INSTRUCTIONS FOR THE TASK -
How many lines in the records below contain "bounding"? Answer with the number alone.

_ _ _ _ _ _ _

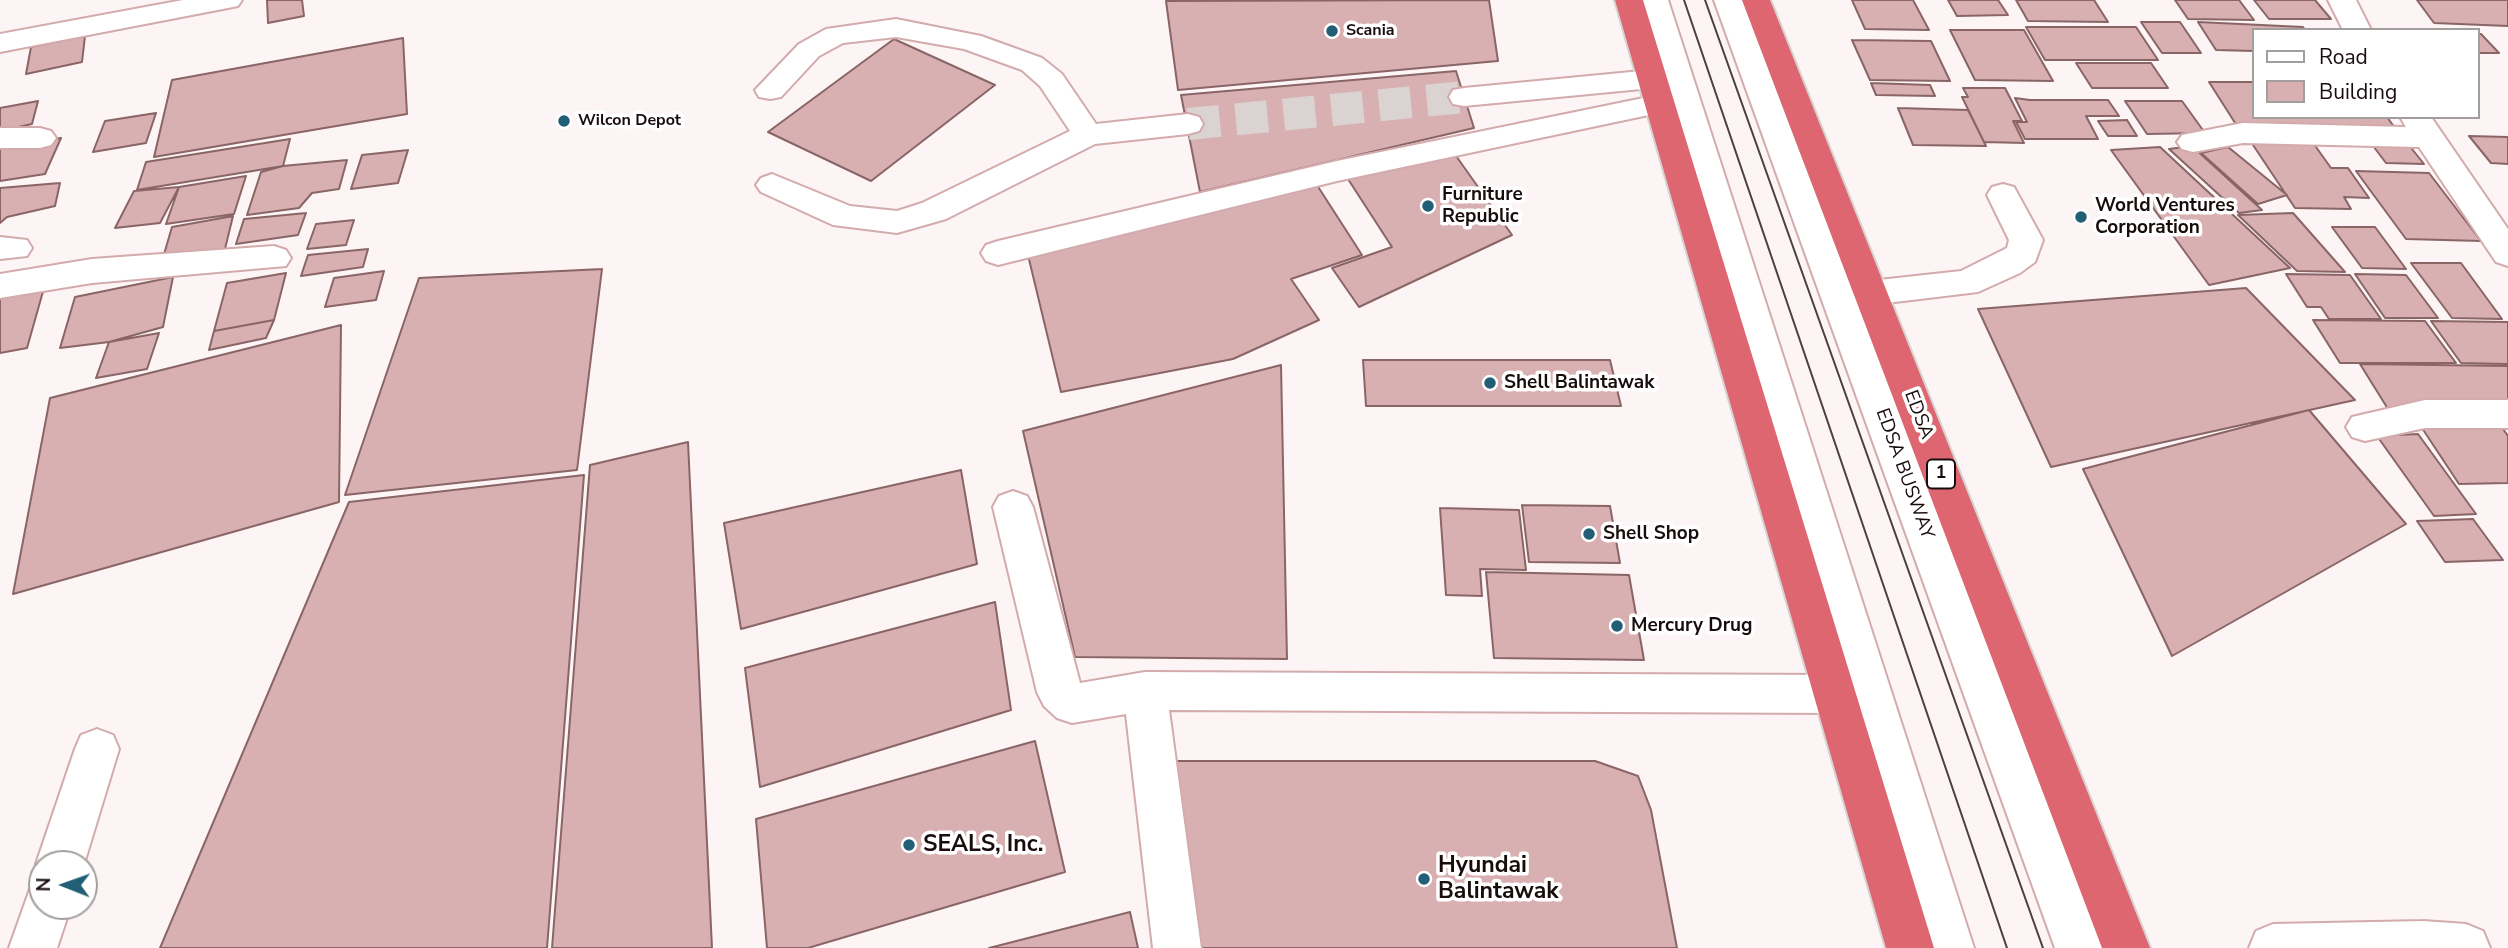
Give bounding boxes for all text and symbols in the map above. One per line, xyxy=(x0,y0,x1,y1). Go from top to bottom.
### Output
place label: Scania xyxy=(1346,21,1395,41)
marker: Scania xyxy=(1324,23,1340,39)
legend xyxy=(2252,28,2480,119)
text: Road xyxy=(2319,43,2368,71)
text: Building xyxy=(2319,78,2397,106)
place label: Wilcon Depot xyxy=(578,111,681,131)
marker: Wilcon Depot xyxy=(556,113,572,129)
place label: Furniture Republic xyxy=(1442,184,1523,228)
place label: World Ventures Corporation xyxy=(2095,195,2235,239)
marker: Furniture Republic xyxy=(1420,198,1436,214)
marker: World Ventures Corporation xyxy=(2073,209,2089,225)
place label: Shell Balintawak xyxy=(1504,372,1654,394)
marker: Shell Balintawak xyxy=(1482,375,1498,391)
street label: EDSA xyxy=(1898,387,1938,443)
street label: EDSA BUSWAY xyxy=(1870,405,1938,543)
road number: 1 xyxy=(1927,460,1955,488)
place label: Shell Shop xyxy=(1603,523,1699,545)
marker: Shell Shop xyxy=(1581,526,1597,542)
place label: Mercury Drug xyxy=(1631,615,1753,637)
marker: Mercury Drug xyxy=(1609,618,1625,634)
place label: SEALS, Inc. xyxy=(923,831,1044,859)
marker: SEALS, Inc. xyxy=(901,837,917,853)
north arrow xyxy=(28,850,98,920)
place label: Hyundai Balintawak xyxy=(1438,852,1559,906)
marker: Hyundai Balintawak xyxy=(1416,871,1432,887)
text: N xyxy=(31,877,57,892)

_ _ _ _ _ _ _

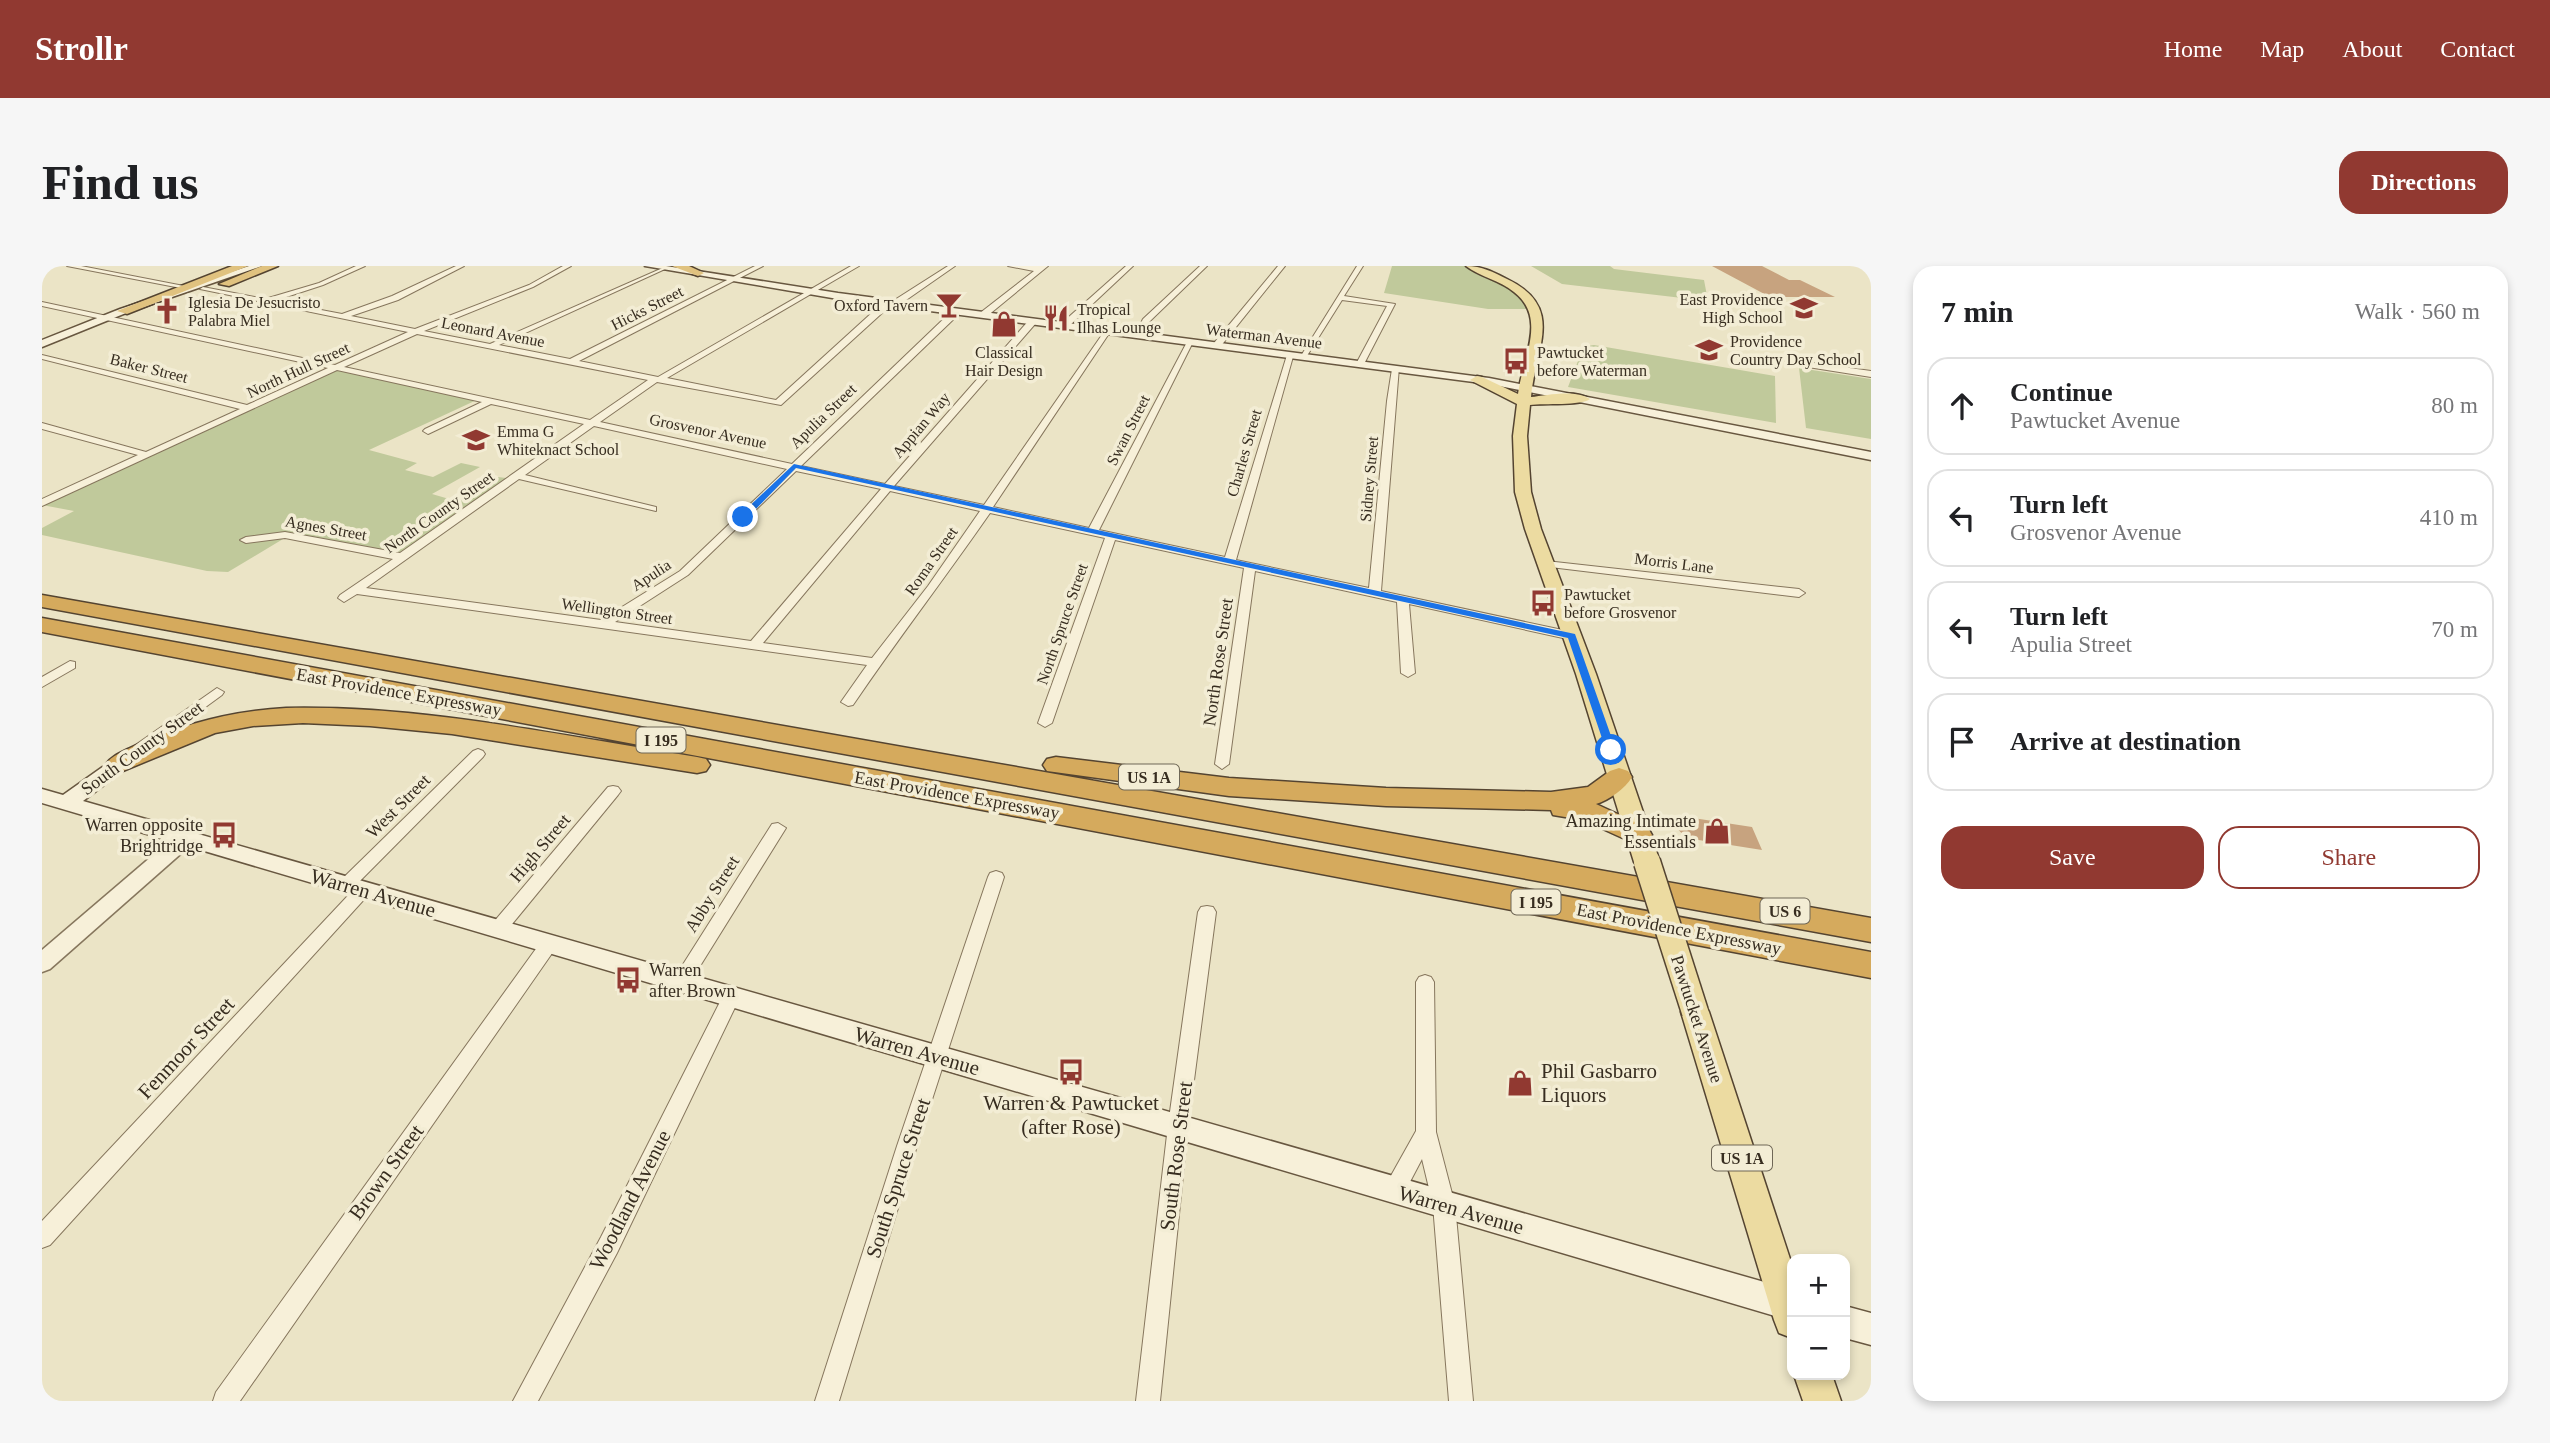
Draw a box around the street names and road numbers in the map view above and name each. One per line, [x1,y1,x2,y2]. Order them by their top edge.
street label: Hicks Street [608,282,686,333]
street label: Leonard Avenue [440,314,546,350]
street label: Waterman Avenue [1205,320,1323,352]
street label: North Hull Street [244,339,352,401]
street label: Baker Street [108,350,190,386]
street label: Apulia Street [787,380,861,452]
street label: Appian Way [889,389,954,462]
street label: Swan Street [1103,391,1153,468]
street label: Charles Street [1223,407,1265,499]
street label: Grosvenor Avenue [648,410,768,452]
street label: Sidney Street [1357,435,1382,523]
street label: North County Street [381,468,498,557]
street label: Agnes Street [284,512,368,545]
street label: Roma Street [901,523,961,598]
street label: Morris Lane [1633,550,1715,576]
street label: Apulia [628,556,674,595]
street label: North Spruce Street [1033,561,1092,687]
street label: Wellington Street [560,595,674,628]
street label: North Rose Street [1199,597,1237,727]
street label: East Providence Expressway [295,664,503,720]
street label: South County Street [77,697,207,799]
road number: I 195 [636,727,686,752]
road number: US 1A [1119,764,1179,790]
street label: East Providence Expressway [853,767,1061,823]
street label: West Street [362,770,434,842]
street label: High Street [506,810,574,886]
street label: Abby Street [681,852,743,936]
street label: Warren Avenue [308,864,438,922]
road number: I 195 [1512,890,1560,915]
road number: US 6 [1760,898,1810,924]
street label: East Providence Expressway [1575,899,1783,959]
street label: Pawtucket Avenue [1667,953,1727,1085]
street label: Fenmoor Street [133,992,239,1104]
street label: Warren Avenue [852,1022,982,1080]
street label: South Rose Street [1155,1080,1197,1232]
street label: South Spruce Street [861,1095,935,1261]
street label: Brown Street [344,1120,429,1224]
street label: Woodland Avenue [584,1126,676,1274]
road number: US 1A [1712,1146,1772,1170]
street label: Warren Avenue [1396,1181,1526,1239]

_ _ _ _ _ _ _

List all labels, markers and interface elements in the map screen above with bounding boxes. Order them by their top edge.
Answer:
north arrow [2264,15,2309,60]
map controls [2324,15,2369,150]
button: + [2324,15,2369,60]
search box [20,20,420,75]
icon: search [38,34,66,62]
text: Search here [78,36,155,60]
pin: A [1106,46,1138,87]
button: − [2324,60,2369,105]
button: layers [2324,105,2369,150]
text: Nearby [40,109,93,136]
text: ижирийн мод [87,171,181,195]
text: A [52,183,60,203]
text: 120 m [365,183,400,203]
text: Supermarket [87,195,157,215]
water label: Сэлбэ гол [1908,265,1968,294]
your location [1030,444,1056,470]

_ _ _ _ _ _ _

REPLY TO THE TASK -
2